# Stop puppy jumping up?



## Jo C (Sep 6, 2010)

Hi, Does anyone have any suggestions on how to stop My 12 week old puppy Benjy from Jumping up on the sofa.. He has started to get worse with this.. I have tried staying really calm and just telling him no and putting him down..I have tried shaking a tin full of stones at him (suggested in a puppy book) but he loved it and tried to play with it?
I have lost patience and shouted at him but this just gets him excited..I know that you shouldnt shout at puppies and I dont as a rule.
I have have tried to ignore him but then he just gets up and snuggles in with me?
Any other suggestions I looovvee my Benjy so much but just want to keep the sofa a dog free place seen as tho he has taken over the rest of the house!!lol


----------



## SEVEN_PETS (Aug 11, 2009)

If you want him to not be on the sofa, you need to get up and move him off the sofa every single time he gets up there. If he tries to mouth you, get a houseline to attach to him so you don't touch his collar. After several times of doing this, he will get the picture. You could also use a command, such as Off or Down so that when he gets up onto the sofa in future, you can use the command alone and he should get off. But I wouldn't suggest shaking bottles at him or shouting and I would get rid of the puppy book if that is what it suggests. Ignoring won't work either, as he will just snuggle down onto the sofa and he would have been rewarded for getting up.


----------



## Jo C (Sep 6, 2010)

Aw thanks well I have tried using a command..Down but he really does not listen..I do take him off every time he gets up..and he has neverr snuggled for long as I put him down everytime..I suppose it will just take lots of time and practice..the puppy book did not suggest shouting infact it says not to ever shout..that was a one off loss of temper (I really know you should not shout at puppies..and I dont it was a one off).
but will keep plugging away at the command and hope he picks up on it soon!!
PS your Springer is Gorgeous!


----------



## RobD-BCactive (Jul 1, 2010)

There was a similar thread a month or so ago, featuring spaniel I think and similar. Basically the best idea is to make the floor more interesting (play down there and have toys for example), and postiviely reinforce the behaviours you do want. It's a good think that the pup likes you, natural for them to seek physical contact to.

Managing the excitment level of the pup is key to reducing all sorts of hyper jump up, nip, and scratch behaviours.


----------



## Jo C (Sep 6, 2010)

Thanks Rob..this makes sense I left his fav toy at a friends at the weekend and he has been worse since then will call and get it and treat him to a new toy too!
Fingers crossed


----------



## Plabebob (Nov 30, 2009)

I had a similar problem with Tron following us upstairs all the time & complaining loudly when we put a gate up. I was recommended to simply teach him more self control. So removing him from the sofa immediately every time might take ages & seem boring, but eventually he'll realise that it's simply not worth his while to get up there.

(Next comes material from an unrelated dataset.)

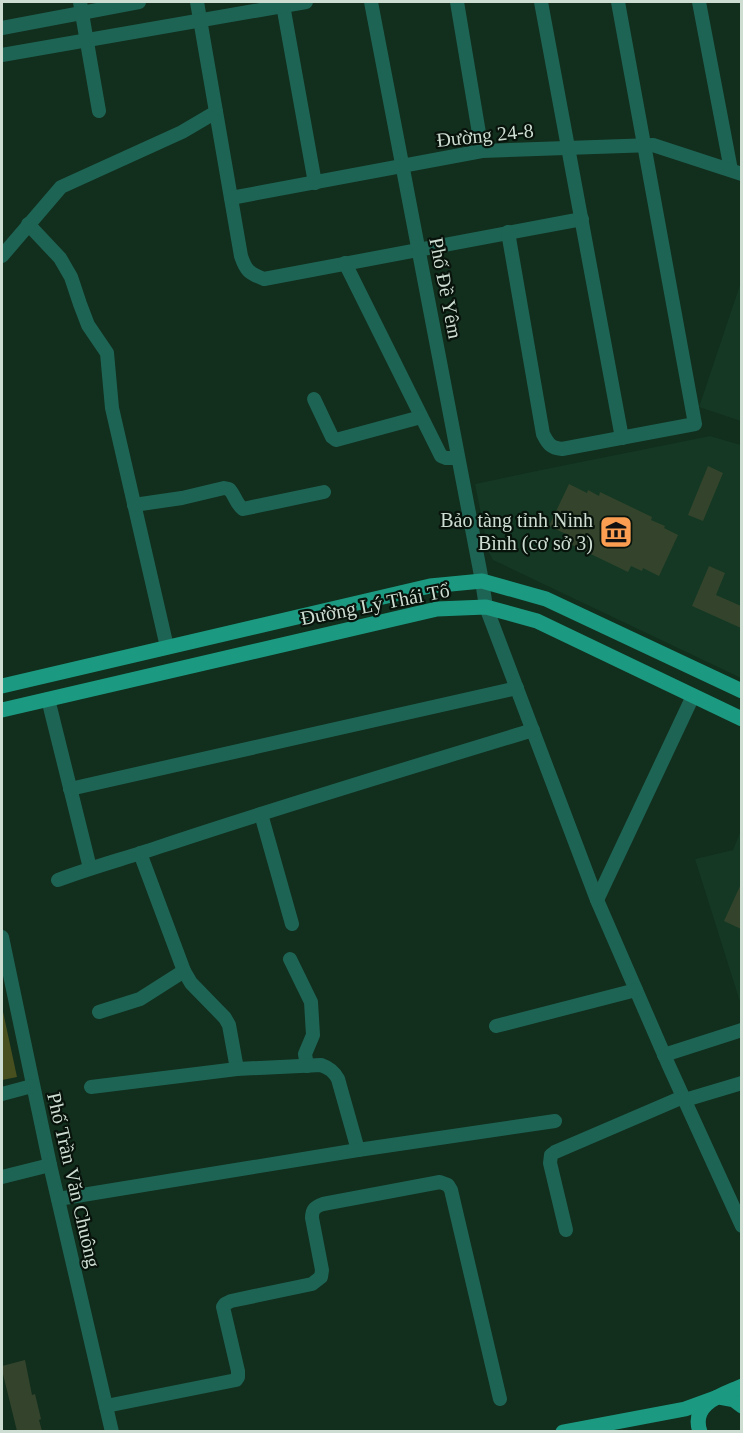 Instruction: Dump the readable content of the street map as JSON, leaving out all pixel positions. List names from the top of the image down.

You can also try telling him no every time you see him about to jump & give him a yummy treat if he manages to control himself. The trick is consistency & just keep doing it no matter how long it takes!


----------



## CarolineH (Aug 4, 2009)

Jo C said:


> Aw thanks well I have tried using a command..Down but he really does not listen..


Of course he doesn't. He is 12 weeks old and he has not been actually taught what 'down' means. Oh and if you are going to want to use 'Down' for him lying down on the floor, choose a different word for him to learn like 'Off' for getting off furniture or, if you tell him 'down' in the future and he lies down on the furniture, then it will not be surprising!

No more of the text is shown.